The MOU is distinguished from an inter-local agreement (ILA), said Monken. An ILA is a contractual agreement that involves shared funding, such as the recent agreement with the City of Kenmore to share costs and use of a traffic speed monitoring unit. An MOU is non-contractual, but elected officials formally agree to cooperate.
In the broader scope of potential joint projects with King County and the state, SR-202 (Redmond-Woodinville Road) is a prime example of a road with regional impact, said Monken.
"Although SR-202 does not pass through any part of Bothell, commercial traffic wanting to drive to and from Bothell gets caught in several choke points on the downtown Woodinville end of 202," said Monken. "Our traffic studies show that the majority of traffic passing through Woodinville's main intersection of NE 175th and 131st NE moves on the west leg (across the river on 202), not to and from downtown."
The other SR-202 choke points Monken identified include its intersection with 127th Pl. NE, by McCorry's; under the railroad trestle at NE 177th; and at the two stop lights on either side of the SR-522 overpass.
"People ask me, 'why not fix 175th congestion?'" said Monken. "Fixing 202 could accomplish that without doing anything more to 175th.
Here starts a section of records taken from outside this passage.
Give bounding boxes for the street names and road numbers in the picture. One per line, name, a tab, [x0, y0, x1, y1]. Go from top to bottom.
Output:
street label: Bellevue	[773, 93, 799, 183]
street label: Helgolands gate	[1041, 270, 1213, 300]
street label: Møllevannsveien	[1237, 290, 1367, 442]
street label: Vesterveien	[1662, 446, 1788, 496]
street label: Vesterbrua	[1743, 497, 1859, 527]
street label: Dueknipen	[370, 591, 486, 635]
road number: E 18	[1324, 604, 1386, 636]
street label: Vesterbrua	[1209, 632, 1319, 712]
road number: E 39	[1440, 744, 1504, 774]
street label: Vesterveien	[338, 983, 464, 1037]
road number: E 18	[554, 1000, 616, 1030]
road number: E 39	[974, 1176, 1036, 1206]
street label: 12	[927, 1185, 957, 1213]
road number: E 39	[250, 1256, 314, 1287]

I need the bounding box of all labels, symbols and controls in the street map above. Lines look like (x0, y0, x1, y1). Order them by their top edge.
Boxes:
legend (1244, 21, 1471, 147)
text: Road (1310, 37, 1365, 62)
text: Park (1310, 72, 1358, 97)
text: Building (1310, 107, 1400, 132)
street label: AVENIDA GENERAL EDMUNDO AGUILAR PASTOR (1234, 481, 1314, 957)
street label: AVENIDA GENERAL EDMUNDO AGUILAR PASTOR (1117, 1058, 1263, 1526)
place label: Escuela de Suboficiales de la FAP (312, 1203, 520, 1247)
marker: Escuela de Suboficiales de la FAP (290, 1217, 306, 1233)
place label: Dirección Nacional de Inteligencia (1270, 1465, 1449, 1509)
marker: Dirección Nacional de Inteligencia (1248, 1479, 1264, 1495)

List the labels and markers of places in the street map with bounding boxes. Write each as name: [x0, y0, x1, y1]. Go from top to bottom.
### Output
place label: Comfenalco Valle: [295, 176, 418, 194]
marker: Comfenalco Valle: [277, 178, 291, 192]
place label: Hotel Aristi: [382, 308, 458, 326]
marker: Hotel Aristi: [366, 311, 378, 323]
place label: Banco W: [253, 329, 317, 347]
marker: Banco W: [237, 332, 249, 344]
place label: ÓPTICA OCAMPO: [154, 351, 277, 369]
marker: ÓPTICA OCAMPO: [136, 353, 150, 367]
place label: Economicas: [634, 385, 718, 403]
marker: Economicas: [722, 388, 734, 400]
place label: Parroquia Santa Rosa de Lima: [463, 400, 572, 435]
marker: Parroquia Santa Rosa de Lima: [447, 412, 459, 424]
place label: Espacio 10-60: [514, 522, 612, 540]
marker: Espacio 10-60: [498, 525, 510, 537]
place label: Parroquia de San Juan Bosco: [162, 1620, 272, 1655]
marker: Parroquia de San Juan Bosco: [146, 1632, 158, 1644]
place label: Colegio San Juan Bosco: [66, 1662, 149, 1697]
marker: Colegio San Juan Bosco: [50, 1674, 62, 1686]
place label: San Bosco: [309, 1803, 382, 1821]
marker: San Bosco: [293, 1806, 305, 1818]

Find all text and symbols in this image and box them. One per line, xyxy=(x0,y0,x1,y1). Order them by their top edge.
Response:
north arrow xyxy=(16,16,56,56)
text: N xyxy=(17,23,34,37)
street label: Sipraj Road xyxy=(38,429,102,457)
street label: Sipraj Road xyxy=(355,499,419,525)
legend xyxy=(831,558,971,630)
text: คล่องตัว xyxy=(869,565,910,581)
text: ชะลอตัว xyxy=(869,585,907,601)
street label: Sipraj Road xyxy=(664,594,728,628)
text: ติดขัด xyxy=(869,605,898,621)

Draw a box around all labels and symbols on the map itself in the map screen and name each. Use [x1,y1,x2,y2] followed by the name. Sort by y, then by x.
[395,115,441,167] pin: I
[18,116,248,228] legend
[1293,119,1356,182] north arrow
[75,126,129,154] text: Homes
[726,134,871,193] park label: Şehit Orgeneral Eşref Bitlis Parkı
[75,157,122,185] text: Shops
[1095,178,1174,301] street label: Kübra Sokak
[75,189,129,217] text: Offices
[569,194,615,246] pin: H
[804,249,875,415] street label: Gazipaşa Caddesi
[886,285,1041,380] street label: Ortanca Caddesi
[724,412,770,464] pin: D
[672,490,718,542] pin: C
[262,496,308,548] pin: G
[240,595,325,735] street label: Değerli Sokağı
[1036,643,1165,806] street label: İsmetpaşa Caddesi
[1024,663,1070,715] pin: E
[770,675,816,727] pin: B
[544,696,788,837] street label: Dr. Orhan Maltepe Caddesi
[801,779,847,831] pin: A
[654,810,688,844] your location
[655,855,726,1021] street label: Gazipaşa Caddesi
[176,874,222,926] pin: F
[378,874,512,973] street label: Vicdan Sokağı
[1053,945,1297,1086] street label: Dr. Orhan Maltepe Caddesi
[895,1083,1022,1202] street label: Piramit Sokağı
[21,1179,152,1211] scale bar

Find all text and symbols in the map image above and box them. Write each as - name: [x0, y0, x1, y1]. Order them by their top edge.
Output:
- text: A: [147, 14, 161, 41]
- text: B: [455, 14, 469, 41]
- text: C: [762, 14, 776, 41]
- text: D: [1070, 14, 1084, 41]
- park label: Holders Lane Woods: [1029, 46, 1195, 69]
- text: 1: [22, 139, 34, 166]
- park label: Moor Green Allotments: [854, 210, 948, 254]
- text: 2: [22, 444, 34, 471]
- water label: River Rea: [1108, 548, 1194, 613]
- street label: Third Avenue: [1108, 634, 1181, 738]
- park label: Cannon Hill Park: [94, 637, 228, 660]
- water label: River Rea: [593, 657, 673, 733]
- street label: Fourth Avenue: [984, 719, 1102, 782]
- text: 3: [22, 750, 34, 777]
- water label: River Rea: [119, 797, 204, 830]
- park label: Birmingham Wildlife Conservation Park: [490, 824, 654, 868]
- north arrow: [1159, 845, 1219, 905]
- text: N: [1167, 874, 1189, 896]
The UW-Bothell/Cascadia opening next fall will dramatically increase not only Bothell traffic, but also Woodinville traffic from the Sammamish and Snoqualmie valleys."
Monken said he joined his staff members, City Transportation Engineer Joe Seet and Project Mgr. Andrew Laski, in a recent meeting with state Dept. of Transportation (WSDOT) officials to discuss potential SR-202 solutions. WSDOT seemed very eager to move toward a more direct link between SR-202 and SR-522, he said.
One likely possibility involved SR-522 freeway access ramps south of the existing ones, running over the river south of the 178th NE industrial complex and tying directly into north-southbound SR-202 by McCorry's.
That would effectively remove the majority of traffic at NE 175th and 131st NE, including the pavement-damaging impact of heavy trucks travelling to the industrial area on the west side of the river. Each tractor-trailer has the impact of more than 30 cars, Monken said.